Pouco tempo depois, em Novembro, surgem novas informações da DGS da Guiné sobre uma possível ameaça aérea vinda do próprio PAIGC. A 9 de Novembro, a DGS divulga a informação de que, no aeroporto da capital guineana, estão ao serviço da guerrilha “12 aviões de guerra, 12 helicópteros (…) e 80 bombas de avião, sendo 4 de tamanho maior, com um raio de acção de cerca de 500 metros, destinadas a serem lançadas sobre Bissau”. 

A informação refere ainda que os bombardeamentos estão previstos para 20 de Janeiro de 1974 (data do primeiro aniversário da morte de Amílcar Cabral), e que, em Conakry, estão também “8 pilotos de aeronaves, sendo 2 russos, 2 alemães, 2 chineses e 2 ingleses, a fim de ministrarem instrução de pilotagem a elementos do PAIGC que, para o efeito, foram seleccionados entre os que possuíam melhores aptidões físicas e literárias”[64]. 

A 16 de Novembro, a DGS informa que o regime guineano recebeu, recentemente, 41 aviões MiG-19 e alguns carros blindados que pôs à disposição do PAIGC. Os aviões foram colocados em Sarebódio, na Guiné-Conakry, e os carros blindados em Sembali, no Senegal [65]. Sabe-se hoje que a informação era exagerada, pois a FAG não dispunha do MiG-19, nem de um número tão elevado de caças.

No início de Dezembro, é a vez do quartel de Buruntuma, perto da fronteira leste da Guiné, receber a visita dos MiG da FAG. Dois caças sobrevoam e picam sobre o quartel, retirando depois em direcção ao país vizinho. O comando da ZACVG transmite esta informação à Secretaria de Estado da Aeronáutica (SEA) e manda a Buruntuma o Tenente-Coronel Vasquez para esclarecer a situação[66]. 
As averiguações feitas no local por este oficial sugerem a possibilidade de serem aviões MiG-19 e o comando da ZACVG pede à SEA que seja realizado um esforço de pesquisa no sentido de confirmar ou não a existência doMiG-19 na República da Guiné, bem como origem do mesmo, tripulações respectivas, número de aviões e pilotos [67].

Em meados de Dezembro, são aduzidas pela ZACVG novas informações sobre os meios aéreos do país vizinho. Um informador guineense relata a existência de seis a doze MiG-21 na base de Conakry, com pilotos russos e guineenses, levantando também a possibilidade de estar a decorrer um curso de adaptação a este avião para os pilotos da República da Guiné.

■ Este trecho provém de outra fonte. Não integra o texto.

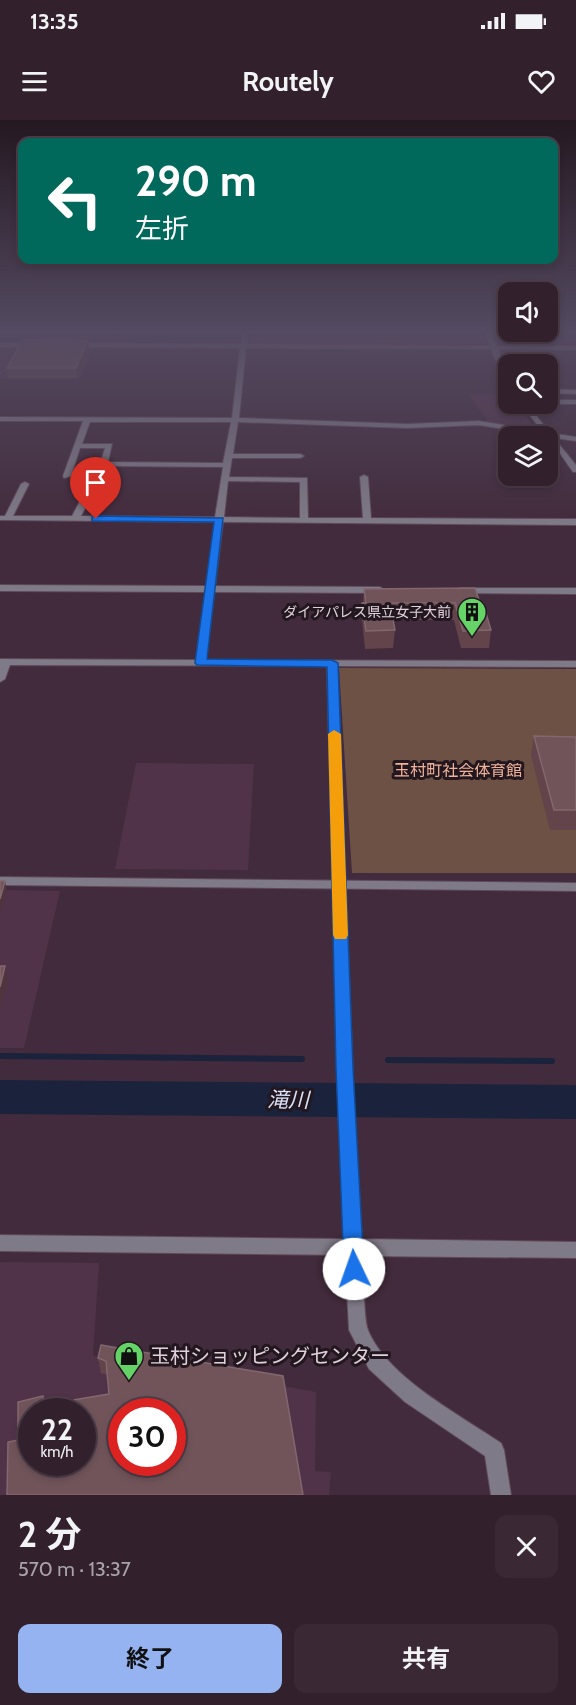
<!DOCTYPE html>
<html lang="ja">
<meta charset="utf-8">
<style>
body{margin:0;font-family:Cabin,"Noto Sans JP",sans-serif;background:#3a2835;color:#f1f3f6;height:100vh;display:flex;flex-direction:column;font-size:22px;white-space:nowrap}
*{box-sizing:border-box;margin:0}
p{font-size:20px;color:#a8a3aa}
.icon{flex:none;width:33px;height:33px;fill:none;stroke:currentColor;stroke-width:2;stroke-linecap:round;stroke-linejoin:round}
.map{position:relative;height:1375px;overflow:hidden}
.details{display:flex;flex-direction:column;background:#32202d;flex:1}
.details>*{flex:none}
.top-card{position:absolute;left:18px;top:18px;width:540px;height:126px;border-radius:12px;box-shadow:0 3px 9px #0003,0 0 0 2px #4d3e49;background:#00695c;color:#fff;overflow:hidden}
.controls{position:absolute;left:498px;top:162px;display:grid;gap:12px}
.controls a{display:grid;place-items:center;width:60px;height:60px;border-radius:12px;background:#32202d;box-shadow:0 3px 9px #0003,0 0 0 2px #4d3e49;font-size:30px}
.speed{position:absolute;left:18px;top:1278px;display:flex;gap:12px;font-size:30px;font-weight:700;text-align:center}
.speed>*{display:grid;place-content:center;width:78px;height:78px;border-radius:50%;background:#32202d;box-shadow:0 3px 9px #0003,0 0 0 2px #4d3e49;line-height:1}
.speed small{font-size:15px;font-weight:400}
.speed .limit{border:9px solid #d22;background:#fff;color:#111}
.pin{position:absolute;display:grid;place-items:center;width:51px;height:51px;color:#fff;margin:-62px -26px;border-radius:50% 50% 50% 0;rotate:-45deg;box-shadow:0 0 6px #0007}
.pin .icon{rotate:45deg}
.me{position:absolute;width:66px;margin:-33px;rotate:357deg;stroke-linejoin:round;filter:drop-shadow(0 0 4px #0008)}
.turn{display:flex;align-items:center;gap:21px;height:126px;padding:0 18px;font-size:27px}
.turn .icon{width:78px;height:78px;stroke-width:2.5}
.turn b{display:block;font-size:42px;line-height:51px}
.round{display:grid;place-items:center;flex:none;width:63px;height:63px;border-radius:12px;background:#3a2835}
.overview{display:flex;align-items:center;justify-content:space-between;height:102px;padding:0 18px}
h1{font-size:36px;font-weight:700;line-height:45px}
.action{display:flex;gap:12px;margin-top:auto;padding:12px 18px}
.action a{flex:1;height:69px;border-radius:12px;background:#95b2f1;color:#111;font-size:24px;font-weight:700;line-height:69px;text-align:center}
.action a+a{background:#3a2835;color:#f1f3f6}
.status{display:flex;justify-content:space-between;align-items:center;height:42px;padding:0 30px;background:#32202d;direction:ltr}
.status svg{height:16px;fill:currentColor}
header{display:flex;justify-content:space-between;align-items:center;height:78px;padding:0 18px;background:#32202d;font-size:27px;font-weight:700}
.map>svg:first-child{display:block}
.built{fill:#503349;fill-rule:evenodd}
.green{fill:#6d5145}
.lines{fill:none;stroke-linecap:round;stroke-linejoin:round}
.stream{stroke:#1a223c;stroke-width:6}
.river{fill:#1a223c;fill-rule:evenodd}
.minor-casing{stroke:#5e4959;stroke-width:2}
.tertiary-casing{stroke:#5e4959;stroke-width:2}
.minor{fill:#7f7a87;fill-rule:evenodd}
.tertiary{fill:#7f7a87;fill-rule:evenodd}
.wall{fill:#62444a}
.shaded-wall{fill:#50343e}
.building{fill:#70545a;stroke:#82676e;stroke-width:1.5;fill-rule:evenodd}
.route{fill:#1a73e8;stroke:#114b97;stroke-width:1.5}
.slow{fill:#f59e0b}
.labels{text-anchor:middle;stroke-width:6;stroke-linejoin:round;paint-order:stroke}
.far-poi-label{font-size:14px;fill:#e0d0db;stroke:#22171f;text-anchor:end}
.park-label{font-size:16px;fill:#efb298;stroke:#22171f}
.near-poi-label{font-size:20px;fill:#e0d0db;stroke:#22171f;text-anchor:start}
.near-water-label{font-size:21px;font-style:italic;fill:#dae3f9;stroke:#22171f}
</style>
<div class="status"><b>13:35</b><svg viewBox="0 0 49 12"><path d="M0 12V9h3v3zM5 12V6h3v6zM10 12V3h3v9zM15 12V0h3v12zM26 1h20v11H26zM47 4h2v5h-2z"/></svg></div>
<header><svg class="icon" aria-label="menu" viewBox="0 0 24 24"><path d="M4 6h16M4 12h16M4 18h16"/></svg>Routely<svg class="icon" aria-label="heart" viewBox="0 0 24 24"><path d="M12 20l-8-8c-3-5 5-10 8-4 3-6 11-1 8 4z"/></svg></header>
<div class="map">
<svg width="576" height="1375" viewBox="0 0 576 1375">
<rect width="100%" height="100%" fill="#422b3c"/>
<g class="built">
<path d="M32,213H119L114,224L95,225L79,259H0V226H24Z"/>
<path d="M252,213H483L488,226L254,224L251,223Z"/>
<path d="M508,273V284H517L537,311L485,302L486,298L468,274Z"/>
<path d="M136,643L254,644L248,750L115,749Z"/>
<path d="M0,770L60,771L24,928H0Z"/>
<path d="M0,1142L99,1143L93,1236L201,1251L316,1272L315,1351L331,1352L329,1375H0ZM32,1292H82V1342H32ZM122,1292H172V1342H122Z"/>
</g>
<path class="green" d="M339,548L576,549V753H352Z"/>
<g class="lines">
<g class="stream">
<path d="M0,936L302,939"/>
<path d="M388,940L552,941"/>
</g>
<path class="river" d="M0,960L576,965V999L0,994Z"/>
<g class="minor-casing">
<g id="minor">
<path d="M242,213H248L247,224L490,226L485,213H491L496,226H576V230L498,229L508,256V265L505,263L491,229L246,228L239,298L408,304L479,301L542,311L521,284H527L550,313L576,317V321L554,318L576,345V352H573L548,316L479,305L408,308L238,302L233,334H300L304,336L300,338H232L229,357L307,358L308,398H363L360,357L364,355L368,357L371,398L576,399V405L223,402L206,540L576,541V547L337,546L355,1009L362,1119L576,1122V1138L363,1136C364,1152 363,1197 368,1210C387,1257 460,1295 501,1323L504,1330L511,1375H491L485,1336L405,1282L369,1249L349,1210L345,1135L0,1131V1115L344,1119L339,1009L327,546L10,545L5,559L0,562V539L196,540L215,402L0,400V396H5L21,364L25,362L29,364L13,396H72L100,344L105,328H80L71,356L64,358L63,356L83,301H0V297L232,298L240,228L73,227L70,225L73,223L241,224ZM90,302H231L223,343L108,342L112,324H82ZM107,346L223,347L215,397L81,396ZM228,361L300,362V398L224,397Z"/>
<path d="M0,223H35L38,225L35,227H0Z"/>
<path d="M548,269L576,270V274L548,273Z"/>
<path d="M548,280H576V284H546Z"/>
</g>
</g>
<g class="tertiary-casing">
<g id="tertiary">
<path d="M0,465L380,467L385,470L380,473L0,471Z"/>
<path d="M460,468H576V474L457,473L455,471Z"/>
<path d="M0,757L576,763V771L0,765Z"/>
</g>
</g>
<use href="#minor" class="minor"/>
<use href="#tertiary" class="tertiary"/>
</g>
<g class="wall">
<path d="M372,213H401V222H374Z"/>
<path d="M89,230L77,258H8L7,248Z"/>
<path d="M364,469L480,483L491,510L489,528H461L454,500H393L395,510L393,528L365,529L362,500Z"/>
<path d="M534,616L576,617V710H550L531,635Z"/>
<path d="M98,1238L283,1256L18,1320L109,1274L108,1255L101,1253Z"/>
</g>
<g class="shaded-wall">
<path d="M88,220L89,230L77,258L76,248Z"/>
<path d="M5,761L7,772L1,794L0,779Z"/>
<path d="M5,846L8,860L0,892V867Z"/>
</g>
<g class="building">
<path d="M23,219L88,220L76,248H7Z"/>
<path d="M475,468L480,483H483L491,510L463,511L455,483H390L395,510L366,511L362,483H366L364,469Z"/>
<path d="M534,616L576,617V690H554Z"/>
<path d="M0,761H5L0,779Z"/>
<path d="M0,846H5L0,867Z"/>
<path d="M101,1225L283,1256L303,1375H7L8,1322L18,1320V1282L43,1276V1285L109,1274L106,1241L98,1238ZM32,1292H82V1342H32ZM122,1292H172V1342H122Z"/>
</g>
<linearGradient id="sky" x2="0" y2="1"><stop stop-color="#241821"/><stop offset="0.52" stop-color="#544a61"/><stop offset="1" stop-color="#544a61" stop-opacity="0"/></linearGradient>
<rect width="576" height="406" fill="url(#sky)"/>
<path class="route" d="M96,396L223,398L207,539L332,540L338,543L353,948L364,1149L361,1156L354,1159L347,1156L344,1149L336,948L327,547L197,545L195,543L214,402L92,401V397Z"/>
<path class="slow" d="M334,610L341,614L348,815L346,819H335L333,815L328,614Z"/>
<defs>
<g id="building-pin" transform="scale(1.5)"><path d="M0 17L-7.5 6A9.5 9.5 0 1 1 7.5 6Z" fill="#65d467" stroke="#22171f"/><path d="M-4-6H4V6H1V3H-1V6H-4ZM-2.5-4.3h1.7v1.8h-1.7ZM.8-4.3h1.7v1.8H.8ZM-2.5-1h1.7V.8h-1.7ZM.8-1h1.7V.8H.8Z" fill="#111"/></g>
<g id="shop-pin" transform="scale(1.5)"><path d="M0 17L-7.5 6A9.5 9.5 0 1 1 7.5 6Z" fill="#65d467" stroke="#22171f"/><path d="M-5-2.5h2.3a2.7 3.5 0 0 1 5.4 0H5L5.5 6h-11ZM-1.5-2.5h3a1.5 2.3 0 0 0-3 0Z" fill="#111"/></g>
</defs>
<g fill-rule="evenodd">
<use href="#building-pin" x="472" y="492"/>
<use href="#shop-pin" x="129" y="1236"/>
</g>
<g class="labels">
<g class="far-poi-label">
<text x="451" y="497">ダイアパレス県立女子大前</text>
</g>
<g class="park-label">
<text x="458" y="656">玉村町社会体育館</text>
</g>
<g class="near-poi-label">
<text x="150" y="1243">玉村ショッピングセンター</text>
</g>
<g class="near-water-label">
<text transform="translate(288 980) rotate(1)" y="7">滝川</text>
</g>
</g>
</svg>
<div class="controls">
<a><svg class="icon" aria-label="sound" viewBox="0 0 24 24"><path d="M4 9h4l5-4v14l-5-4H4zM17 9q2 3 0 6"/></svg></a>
<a><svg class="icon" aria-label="search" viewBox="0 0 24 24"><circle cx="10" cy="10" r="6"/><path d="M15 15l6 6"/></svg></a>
<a><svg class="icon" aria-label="layers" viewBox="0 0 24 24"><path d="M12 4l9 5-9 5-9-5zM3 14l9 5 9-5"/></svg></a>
</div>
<div class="speed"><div>22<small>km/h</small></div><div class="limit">30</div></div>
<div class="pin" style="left:96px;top:399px;background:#d93025"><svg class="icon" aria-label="arrive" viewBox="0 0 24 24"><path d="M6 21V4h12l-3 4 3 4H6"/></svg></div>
<svg class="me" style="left:354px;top:1149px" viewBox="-20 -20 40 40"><circle r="19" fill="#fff"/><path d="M0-13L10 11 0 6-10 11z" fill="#1a73e8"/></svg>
<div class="top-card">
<div class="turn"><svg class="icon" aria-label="left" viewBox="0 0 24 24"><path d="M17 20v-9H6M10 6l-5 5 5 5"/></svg><div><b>290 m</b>左折</div></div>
</div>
</div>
<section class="details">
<div class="overview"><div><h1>2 分</h1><p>570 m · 13:37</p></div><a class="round"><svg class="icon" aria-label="close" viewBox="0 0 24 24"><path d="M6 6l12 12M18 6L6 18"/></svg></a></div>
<div class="action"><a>終了</a><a>共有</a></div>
</section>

O informador refere ainda que a base possui abrigos enterrados para a protecção de aviões e que Luís Cabral tem insistido junto da Rússia para que sejam “acelerados os cursos de formação de 10 a 12 pilotos do PAIGC previstos terminarem no início de 1974”. Mais uma vez, a ZACVG pede à SEA que seja efectuado um esforço de pesquisa, no sentido de determinar o grau de veracidade destas informações [68]. Mais uma vez, a informação era exagerada, pois, nem o MiG-21 nem o MiG-19, faziam parte do inventário da FAG.

Este fluxo de informação vai chegando ao Governo, em Lisboa, e Marcelo Caetano percebe que o uso de aviões de combate pela guerrilha pode tornar a Guiné indefensável. Preocupado com a situação na colónia, Caetano dá indicações para “fazer-se o impossível por dotar a Guiné de eficaz defesa antiaérea”, o que leva o Ministério da Defesa a acelerar os planos de aquisição de mísseis e radares e a procurar junto do Ministério das Finanças um financiamento extra para tais aquisições [69]. 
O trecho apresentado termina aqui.